| What to produce |
The lines to copy are those in the records below that hold the word "Where".

[[ Supplied material open ]]

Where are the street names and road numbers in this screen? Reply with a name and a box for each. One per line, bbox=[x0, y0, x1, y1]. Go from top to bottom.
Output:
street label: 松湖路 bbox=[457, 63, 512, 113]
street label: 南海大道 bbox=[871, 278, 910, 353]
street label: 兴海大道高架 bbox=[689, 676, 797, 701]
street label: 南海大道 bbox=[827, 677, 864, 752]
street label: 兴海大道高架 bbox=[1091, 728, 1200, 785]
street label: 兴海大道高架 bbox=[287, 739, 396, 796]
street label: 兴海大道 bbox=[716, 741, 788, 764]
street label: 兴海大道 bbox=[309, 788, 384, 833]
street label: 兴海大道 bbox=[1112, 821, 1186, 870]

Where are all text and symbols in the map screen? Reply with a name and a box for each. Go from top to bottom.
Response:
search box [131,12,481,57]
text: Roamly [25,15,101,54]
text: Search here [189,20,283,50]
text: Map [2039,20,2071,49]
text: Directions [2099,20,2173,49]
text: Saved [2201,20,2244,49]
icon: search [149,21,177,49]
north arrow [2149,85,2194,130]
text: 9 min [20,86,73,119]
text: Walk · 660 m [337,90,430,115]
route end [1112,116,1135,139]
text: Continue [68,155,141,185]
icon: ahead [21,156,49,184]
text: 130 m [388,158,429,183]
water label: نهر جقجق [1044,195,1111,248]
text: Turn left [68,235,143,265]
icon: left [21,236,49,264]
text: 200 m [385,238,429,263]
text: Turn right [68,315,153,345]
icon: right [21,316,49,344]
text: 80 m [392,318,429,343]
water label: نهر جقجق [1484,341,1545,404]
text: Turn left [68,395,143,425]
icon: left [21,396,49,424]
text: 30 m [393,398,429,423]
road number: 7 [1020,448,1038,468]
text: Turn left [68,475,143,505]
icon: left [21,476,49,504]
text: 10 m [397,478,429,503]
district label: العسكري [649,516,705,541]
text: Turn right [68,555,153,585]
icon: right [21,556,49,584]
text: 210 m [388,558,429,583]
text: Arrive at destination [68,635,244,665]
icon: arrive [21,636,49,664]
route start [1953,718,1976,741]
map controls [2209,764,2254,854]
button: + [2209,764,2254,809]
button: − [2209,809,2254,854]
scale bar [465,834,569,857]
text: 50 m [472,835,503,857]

[[ Supplied material closed ]]

| Answer for the task |
Where are the street names and road numbers in this screen? Reply with a name and a box for each. One per line, bbox=[x0, y0, x1, y1]. Go from top to bottom.
Where are all text and symbols in the map screen? Reply with a name and a box for each. Go from top to bottom.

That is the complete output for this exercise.